Baby boomer house prices
It has become a tired old cliche for the younger generation to whinge on about we baby boomers sitting pretty in our million-pound plus mansions that we have done nothing to deserve.
According to them, we just bought a cheap house decades ago and sat in it while its value rocketed and if the new government makes us sell our ivy-clad manor houses to pay for care in old age, that is only just and right.
We acquired these now high-value homes by sheer luck, they moan, as they struggle to afford tiny boxes on which they are paying an endless mortgage.
Yet none of this is quite true. While the younger generation, and I include my now middle-aged sons Tom and Will, partied endlessly in their youth, many young people of my generation put ourselves through hell to ensure we were eventually decently housed.
We bought wrecks and gradually did them up, coming home after work to paint ceilings, and spending weekends at DIY centres. We put up our own shelves, sanded our own floors, made our own curtains and slept on mattresses until we could afford proper beds. We bought cheap Victorian furniture that nobody wanted, lugged it home and painted it.
My first purchased house, in Newcastle, was a six-bedroom Victorian terrace in terrible condition. That was after three years' married life in a grotty flat to save up for it. In the 1960s, old houses were not popular and so we got it for about £2,500. We renovated it ourselves and let out the top floor, consisting of two attic rooms and a kitchen, to students. We later also rented out the spare bedroom, meaning that we lived, in effect, mortgage-free.

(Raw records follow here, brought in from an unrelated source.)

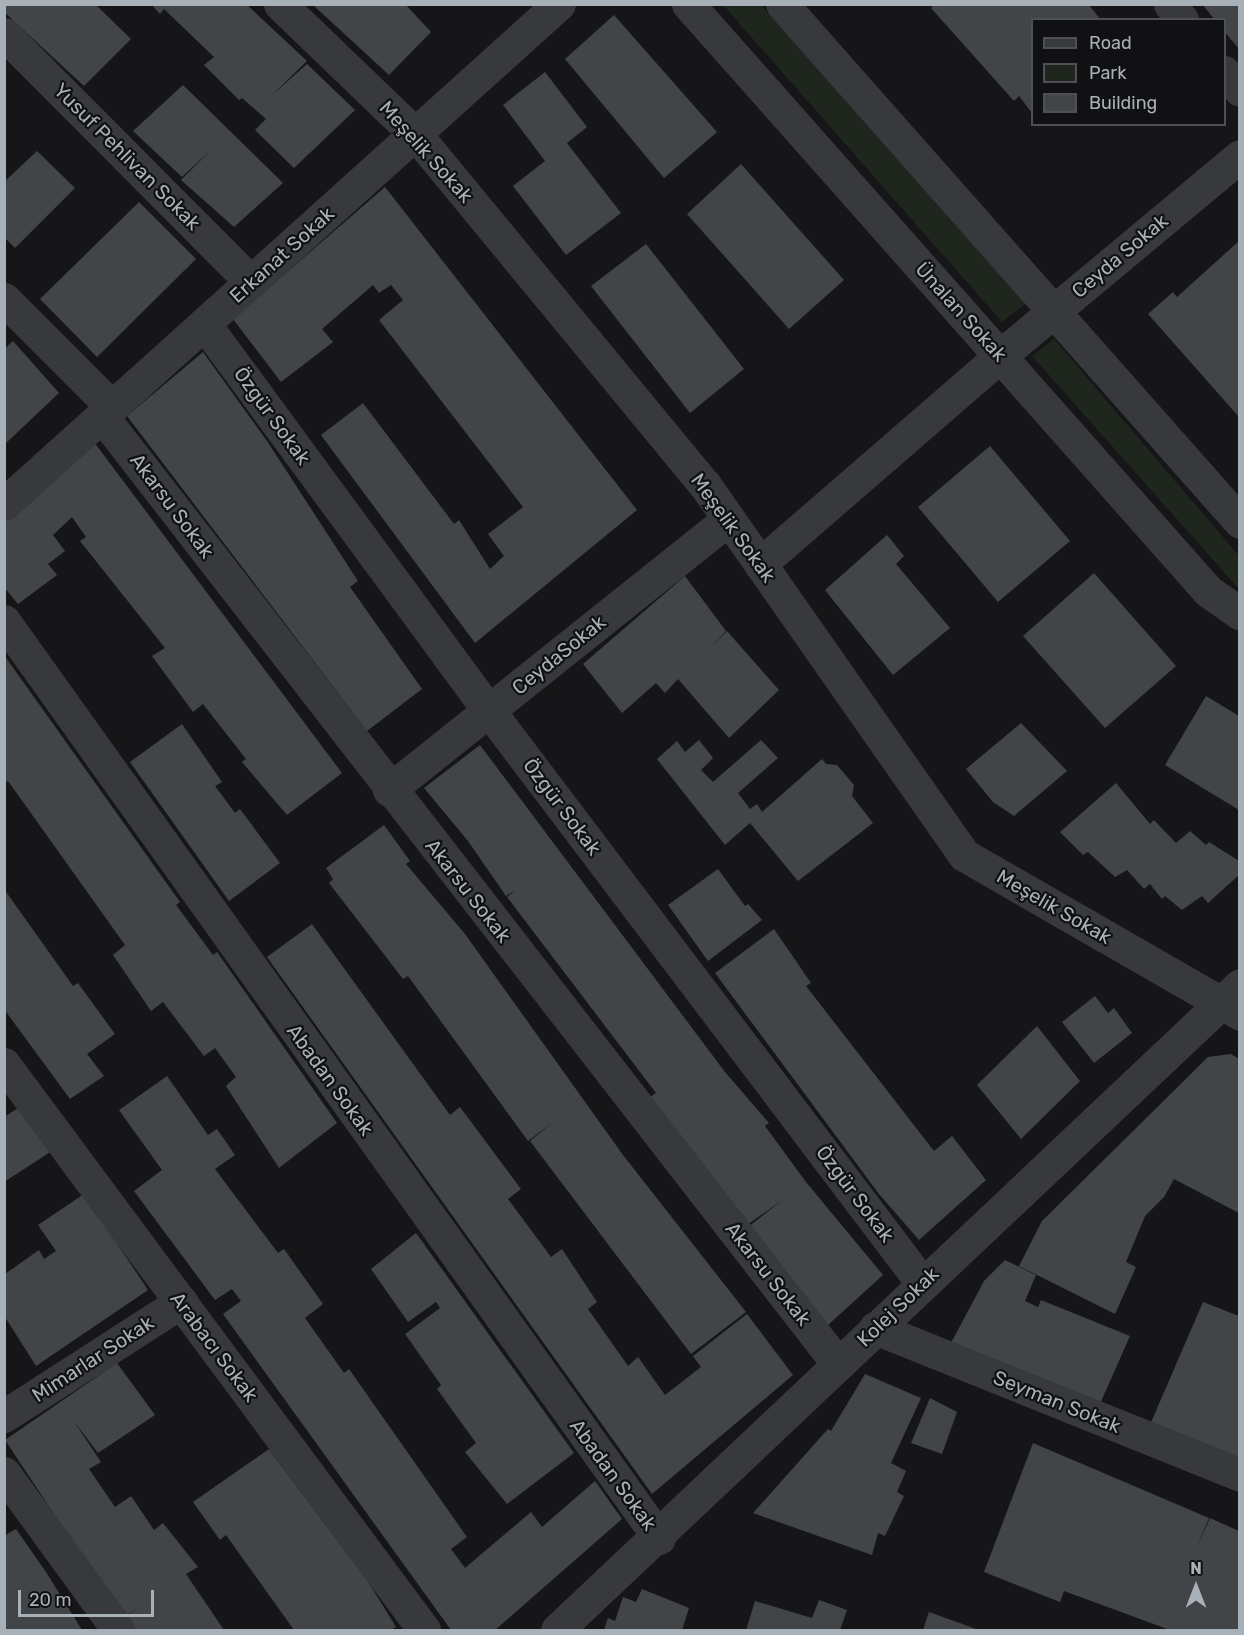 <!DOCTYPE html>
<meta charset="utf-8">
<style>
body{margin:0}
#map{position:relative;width:1244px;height:1635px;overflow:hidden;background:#161618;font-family:Rubik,sans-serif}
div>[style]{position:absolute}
.green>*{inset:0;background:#1e261e}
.building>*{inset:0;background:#424548}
.minor>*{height:33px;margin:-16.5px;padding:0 16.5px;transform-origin:16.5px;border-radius:16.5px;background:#37393d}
span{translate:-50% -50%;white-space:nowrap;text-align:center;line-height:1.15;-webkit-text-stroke:4.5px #111113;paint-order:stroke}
.street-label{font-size:20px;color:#a8b0b8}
.frame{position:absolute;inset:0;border:6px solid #a8b0b8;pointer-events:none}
.legend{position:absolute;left:1031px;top:18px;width:195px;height:108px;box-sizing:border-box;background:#111113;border:2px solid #4d5155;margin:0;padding:8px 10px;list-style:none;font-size:18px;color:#a8b0b8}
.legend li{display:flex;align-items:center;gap:12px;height:30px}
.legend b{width:30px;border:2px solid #4d5155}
.north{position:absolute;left:1166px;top:1557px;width:60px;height:60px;-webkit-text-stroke:4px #111113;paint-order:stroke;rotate:0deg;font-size:16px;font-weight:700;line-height:24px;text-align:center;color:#a8b0b8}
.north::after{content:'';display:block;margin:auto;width:21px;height:27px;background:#a8b0b8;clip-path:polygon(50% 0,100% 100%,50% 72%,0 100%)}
.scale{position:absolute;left:18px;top:1590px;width:136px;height:27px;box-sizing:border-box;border:3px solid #a8b0b8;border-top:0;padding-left:8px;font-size:18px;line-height:21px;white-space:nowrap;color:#a8b0b8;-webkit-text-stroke:4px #111113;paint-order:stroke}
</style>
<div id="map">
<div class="green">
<i style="clip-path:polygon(723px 5px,761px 5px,1029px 301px,1002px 322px)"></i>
<i style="clip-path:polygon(1054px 339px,1239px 556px,1239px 589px,1032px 356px)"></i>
</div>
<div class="building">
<i style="clip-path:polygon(4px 4px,95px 4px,131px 39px,84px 86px,4px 12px)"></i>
<i style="clip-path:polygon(151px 4px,246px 4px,307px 61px,270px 97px,307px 64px,355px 110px,294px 168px,255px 130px,266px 119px,242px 98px,239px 100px,204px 65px,214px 57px,164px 9px,160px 14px)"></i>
<i style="clip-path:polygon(312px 4px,405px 4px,431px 32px,389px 75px)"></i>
<i style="clip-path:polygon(934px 4px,1088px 4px,1101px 20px,1032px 20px,1032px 113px,1019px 96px,1014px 101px,931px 8px)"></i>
<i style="clip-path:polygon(1202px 4px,1239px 4px,1239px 49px,1224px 31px,1224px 20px,1215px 20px)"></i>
<i style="clip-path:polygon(614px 15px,717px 132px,664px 178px,565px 59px)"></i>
<i style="clip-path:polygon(545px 72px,587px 127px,567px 143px,621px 213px,566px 255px,513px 186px,545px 161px,503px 105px)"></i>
<i style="clip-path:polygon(183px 85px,283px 183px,234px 227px,181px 180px,212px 149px,182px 177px,133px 131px)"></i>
<i style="clip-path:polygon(37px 151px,75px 188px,15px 248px,4px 237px,4px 182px)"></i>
<i style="clip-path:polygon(741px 164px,844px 280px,789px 329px,687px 214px)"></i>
<i style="clip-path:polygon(385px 187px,637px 510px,475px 643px,321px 435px,363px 403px,454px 524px,459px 520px,490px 569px,504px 556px,488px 534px,523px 507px,379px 320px,403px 300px,391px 285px,379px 293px,373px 285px,322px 329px,333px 342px,281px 382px,233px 319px)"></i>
<i style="clip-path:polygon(139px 202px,196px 259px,97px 357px,40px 299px)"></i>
<i style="clip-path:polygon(1239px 241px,1239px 417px,1148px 314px,1173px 292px,1177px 297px)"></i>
<i style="clip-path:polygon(646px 244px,744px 369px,690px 413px,591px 286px)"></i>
<i style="clip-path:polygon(13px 341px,59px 393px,4px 445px,4px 349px)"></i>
<i style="clip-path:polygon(203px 352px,267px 441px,358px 581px,350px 587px,422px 689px,367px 731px,127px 416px)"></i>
<i style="clip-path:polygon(91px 438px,342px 773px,287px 815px,242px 762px,246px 759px,203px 704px,193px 712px,152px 656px,165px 648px,80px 541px,86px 537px,72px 517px,53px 535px,65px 551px,48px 564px,57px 575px,18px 604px,4px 587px,4px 517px)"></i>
<i style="clip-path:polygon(990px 446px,1070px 541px,998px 602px,918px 507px)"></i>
<i style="clip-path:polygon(887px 535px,904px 556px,896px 564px,950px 628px,893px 675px,825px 590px)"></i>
<i style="clip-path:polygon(1094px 573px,1176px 666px,1105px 728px,1023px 636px)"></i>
<i style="clip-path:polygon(685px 576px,726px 631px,711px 647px,727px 631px,779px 690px,729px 738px,678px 679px,665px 693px,656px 683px,622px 713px,583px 664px)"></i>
<i style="clip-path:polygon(4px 655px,180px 902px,176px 905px,213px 955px,217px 952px,337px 1123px,279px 1168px,226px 1086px,236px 1077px,215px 1048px,204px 1056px,163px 1002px,151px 1011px,113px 955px,125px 945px,8px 781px,4px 784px)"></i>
<i style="clip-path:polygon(1206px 696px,1239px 716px,1239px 810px,1165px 765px)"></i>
<i style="clip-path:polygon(1021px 723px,1067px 771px,1014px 816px,993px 802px,966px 769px)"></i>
<i style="clip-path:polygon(182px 724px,222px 782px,215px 786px,235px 813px,240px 809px,280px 863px,229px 901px,130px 762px)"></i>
<i style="clip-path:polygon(699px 740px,713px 758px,701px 770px,713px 782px,761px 740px,778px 758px,738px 793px,750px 809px,757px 804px,762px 812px,822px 759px,826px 764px,837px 765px,854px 785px,852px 796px,873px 823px,798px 881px,750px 823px,725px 845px,657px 759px,677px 741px,685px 752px)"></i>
<i style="clip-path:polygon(480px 745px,725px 1072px,769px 1123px,765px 1126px,806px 1182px,883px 1275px,828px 1325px,748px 1227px,784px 1199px,747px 1225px,646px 1100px,656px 1093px,507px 897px,515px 890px,506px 896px,468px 841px,424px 788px)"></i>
<i style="clip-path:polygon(1116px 783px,1150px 824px,1154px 820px,1176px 843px,1190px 831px,1206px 845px,1209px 842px,1239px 861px,1239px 875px,1208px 903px,1202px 896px,1182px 910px,1165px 896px,1162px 899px,1150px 884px,1144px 889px,1127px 870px,1115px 877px,1088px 852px,1083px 855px,1060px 832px)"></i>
<i style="clip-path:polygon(384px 825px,410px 861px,406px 864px,465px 934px,623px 1155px,746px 1312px,691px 1354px,530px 1141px,553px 1122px,528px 1141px,408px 976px,403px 979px,329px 883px,333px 879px,326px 868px)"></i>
<i style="clip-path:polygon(718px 869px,745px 906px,748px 904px,762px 920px,708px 961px,668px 905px)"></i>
<i style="clip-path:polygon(4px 889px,73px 986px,78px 983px,115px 1034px,87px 1054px,104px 1076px,70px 1099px,4px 1009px)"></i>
<i style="clip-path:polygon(312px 924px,450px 1115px,460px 1107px,521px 1189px,508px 1199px,551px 1257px,562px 1249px,597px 1302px,588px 1309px,628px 1366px,638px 1357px,665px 1395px,701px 1367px,693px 1356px,747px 1314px,793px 1375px,652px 1494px,267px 957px)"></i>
<i style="clip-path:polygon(774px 929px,811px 983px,806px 986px,934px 1151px,952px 1136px,986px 1180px,919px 1240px,879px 1194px,715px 973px)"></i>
<i style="clip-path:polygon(1095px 996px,1108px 1013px,1114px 1008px,1132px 1033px,1094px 1063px,1062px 1022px)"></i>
<i style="clip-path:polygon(1037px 1026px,1080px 1081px,1021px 1139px,977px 1085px)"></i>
<i style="clip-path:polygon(1231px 1054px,1239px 1059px,1239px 1213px,1174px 1179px,1164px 1197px,1145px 1216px,1126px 1262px,1136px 1267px,1115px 1314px,1019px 1266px,1042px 1221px,1208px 1057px)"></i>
<i style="clip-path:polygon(167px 1076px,208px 1135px,217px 1129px,235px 1155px,215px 1169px,278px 1253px,284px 1249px,323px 1304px,305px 1318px,344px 1373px,349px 1369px,467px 1537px,451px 1549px,465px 1568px,531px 1512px,542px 1527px,595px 1481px,622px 1519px,495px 1630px,451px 1630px,223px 1314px,241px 1301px,232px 1289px,215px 1300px,134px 1191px,162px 1170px,119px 1110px)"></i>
<i style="clip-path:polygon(20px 1107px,52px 1151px,4px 1182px,4px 1117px)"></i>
<i style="clip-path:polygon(84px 1194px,148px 1290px,36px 1366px,5px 1317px,5px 1274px,39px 1250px,44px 1259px,56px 1251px,38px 1225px)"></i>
<i style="clip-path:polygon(416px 1233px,574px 1453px,507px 1504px,465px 1452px,476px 1443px,437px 1389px,441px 1385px,405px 1334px,440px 1308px,436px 1302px,408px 1322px,371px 1269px)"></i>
<i style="clip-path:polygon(1005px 1260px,1036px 1275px,1025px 1301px,1038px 1307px,1041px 1300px,1130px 1336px,1099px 1406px,951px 1343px,984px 1281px)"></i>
<i style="clip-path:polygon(1203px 1302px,1239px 1316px,1239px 1464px,1149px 1427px)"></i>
<i style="clip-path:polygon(117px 1363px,155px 1415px,98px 1453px,73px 1420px,101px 1462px,89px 1469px,115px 1507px,131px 1496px,154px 1530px,163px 1523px,198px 1567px,186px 1574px,224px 1630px,132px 1630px,124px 1618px,142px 1605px,123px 1618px,5px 1440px)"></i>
<i style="clip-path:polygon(865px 1374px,921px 1398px,891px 1463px,906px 1471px,897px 1492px,904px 1496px,885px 1536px,878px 1533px,872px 1555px,753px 1513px,828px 1429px,831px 1431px)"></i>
<i style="clip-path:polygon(930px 1398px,957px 1412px,942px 1454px,911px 1443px)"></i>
<i style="clip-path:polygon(1033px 1443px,1209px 1518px,1196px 1549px,1210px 1518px,1239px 1531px,1239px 1630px,1170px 1630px,1064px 1591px,1060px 1602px,984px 1572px)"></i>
<i style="clip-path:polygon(269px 1449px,367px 1580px,396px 1627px,391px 1630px,294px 1630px,226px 1535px,220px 1540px,193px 1502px)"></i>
<i style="clip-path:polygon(16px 1529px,46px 1572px,82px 1630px,4px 1630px,4px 1536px)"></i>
<i style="clip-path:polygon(642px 1589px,689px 1608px,682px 1630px,604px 1630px,608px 1618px,615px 1621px,623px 1597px,636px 1602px)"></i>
<i style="clip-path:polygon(819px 1600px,847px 1610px,840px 1630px,746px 1630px,755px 1601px,812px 1618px)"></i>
<i style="clip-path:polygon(929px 1612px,979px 1630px,923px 1630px)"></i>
</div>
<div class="minor">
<i style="left:280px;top:4px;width:190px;rotate:43.9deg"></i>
<i style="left:417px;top:136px;width:452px;rotate:50.5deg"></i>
<i style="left:705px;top:485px;width:452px;rotate:55deg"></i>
<i style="left:964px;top:855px;width:319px;rotate:29.9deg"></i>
<i style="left:688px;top:4px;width:784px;rotate:48.46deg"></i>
<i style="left:1208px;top:591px;width:39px;rotate:35deg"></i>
<i style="left:782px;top:4px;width:691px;rotate:48.52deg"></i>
<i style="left:1170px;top:4px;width:20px;rotate:53deg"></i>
<i style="left:4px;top:34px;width:349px;rotate:45.1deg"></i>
<i style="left:1224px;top:72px;width:24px;rotate:48deg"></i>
<i style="left:4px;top:299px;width:153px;rotate:45deg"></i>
<i style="left:206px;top:326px;width:479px;rotate:53.7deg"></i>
<i style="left:490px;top:712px;width:716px;rotate:52.89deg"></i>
<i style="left:102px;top:416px;width:1200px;rotate:52.18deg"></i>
<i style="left:4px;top:504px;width:747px;rotate:-42.02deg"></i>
<i style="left:760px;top:564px;width:318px;rotate:-40.9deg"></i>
<i style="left:1000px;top:356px;width:312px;rotate:-39.8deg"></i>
<i style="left:4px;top:621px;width:1127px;rotate:54.46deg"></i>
<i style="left:389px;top:790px;width:434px;rotate:-38.6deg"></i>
<i style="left:4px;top:1064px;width:705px;rotate:53.42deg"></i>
<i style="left:875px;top:1328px;width:393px;rotate:21.9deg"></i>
<i style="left:4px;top:1416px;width:211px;rotate:-32.8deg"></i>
<i style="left:4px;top:1473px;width:194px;rotate:54deg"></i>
<i style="left:557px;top:1630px;width:939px;rotate:-43.36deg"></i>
</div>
<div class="street-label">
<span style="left:426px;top:152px;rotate:48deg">Meşelik Sokak</span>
<span style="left:127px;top:157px;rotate:45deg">Yusuf Pehlivan Sokak</span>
<span style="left:282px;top:255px;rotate:-42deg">Erkanat Sokak</span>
<span style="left:1120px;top:256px;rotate:-40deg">Ceyda Sokak</span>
<span style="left:961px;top:312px;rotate:48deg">Ünalan Sokak</span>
<span style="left:272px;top:416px;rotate:54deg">Özgür Sokak</span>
<span style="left:172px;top:506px;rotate:53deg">Akarsu Sokak</span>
<span style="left:733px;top:528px;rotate:54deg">Meşelik Sokak</span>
<span style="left:559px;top:655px;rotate:-39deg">CeydaSokak</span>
<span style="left:562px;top:807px;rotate:53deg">Özgür Sokak</span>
<span style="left:468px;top:891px;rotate:52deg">Akarsu Sokak</span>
<span style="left:1054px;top:907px;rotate:30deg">Meşelik Sokak</span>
<span style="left:330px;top:1080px;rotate:54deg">Abadan Sokak</span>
<span style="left:855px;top:1194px;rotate:53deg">Özgür Sokak</span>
<span style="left:768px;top:1274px;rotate:52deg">Akarsu Sokak</span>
<span style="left:898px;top:1307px;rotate:-44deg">Kolej Sokak</span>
<span style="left:214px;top:1347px;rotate:53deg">Arabacı Sokak</span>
<span style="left:93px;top:1359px;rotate:-33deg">Mimarlar Sokak</span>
<span style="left:1057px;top:1402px;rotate:22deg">Seyman Sokak</span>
<span style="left:613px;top:1475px;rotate:54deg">Abadan Sokak</span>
</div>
<div class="frame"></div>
<ul class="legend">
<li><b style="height:8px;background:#37393d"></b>Road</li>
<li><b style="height:16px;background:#1e261e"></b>Park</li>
<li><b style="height:16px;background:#424548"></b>Building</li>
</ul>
<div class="north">N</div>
<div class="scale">20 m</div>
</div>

When we moved to London in 1970, we found there was nothing whatever we could afford in the capital. My husband's bank manager suggested we buy a modern three-bedroom semi in New Malden but we couldn't bear the thought of deepest suburbia. Instead, against his advice, we struggled to buy a tiny two-bedroom overpriced cottage in Richmond for £7,800. My husband's father lent us some money to make up the mortgage and it was a painful age before we managed to pay it back.
I just about went mad in that house as I had two small children and no money. Couldn't even afford a gin and tonic! But we were in Richmond, not New Malden and 15 months later, the property's value had soared to £11,500; enough to afford a bigger place. Our next four-bedroom house was also in Richmond and cost around £14,000. Once again it was in dreadful condition and to make things worse, we had to share it for a time with the previous owner, who had divorced and had nowhere to live.
Although I was now at work, in Fleet Street, we still had no spare money and had to tart it up ourselves. Our next move was to a large Edwardian house in Richmond that had not been touched since the 1930s. It had no central heating, the garden was a tangle of weeds and there was not even a proper kitchen although the vendors were intellectual snobs who would say to each other: 'Shall we speak in Latin, or Greek, today?'
Our final house in Richmond was a potentially beautiful but completely dilapidated Queen Anne house on the river. It is now worth about £4 million, but when we bought it for around £200,000 in the 1980s, we were the only idiots who would consider it. There were three or four squatters living there, trees were growing in the living room, a tenant was in the basement and the council had refused permission for two cars to park on the front, ordering us to put up railings. The lack of parking spaces meant that the house was virtually valueless but my husband fought the council for three years to get the order overturned.
He finally won, and as a result the house doubled in value overnight – and went on doubling. By now, though, we were getting divorced, and, finances halved, I moved to yet another dump in Notting Hill. Six years later I bought a wreck in Hammersmith, and after that a tired old place in Worthing.
My latest home, a large flat in Oxford, was not exactly ramshackle, but very old-fashioned and I spent years renovating this as well. The consequence is that I am one of those lucky buggers, according to the younger generation, sitting mortgage-free in my valuable pile.
Yet if we had bought that semi in New Malden, or worse, stayed in the Newcastle house, we would be worth practically nothing. It is only by making all these moves, and taking huge gambles on fetid dumps that many baby boomers have eventually become property millionaires.
This constant moving and willingness to live in temporary squalor was, I think, a unique feature of my generation. When I was growing up in St Neots, near Cambridge, nobody ever moved or did any DIY. My parents lived in the same house for over 40 years, hardly doing anything to it and it was the same with my in-laws.
Yet in my adult life I have moved house 10 times and lived in five locations in different parts of the country. Today's hedonistic householders would not be prepared to do this. My sons bought small houses about 15 years ago – with massive help from the bank of Mum and Dad, which my generation did not get – and are still living in them. They would consider it a serious infringement of their human rights to waste time going round B&Q when they could be out enjoying themselves.
But as I think all oldies will agree, I, and many of my contemporaries, have jolly well earned every brick of our glorious homes.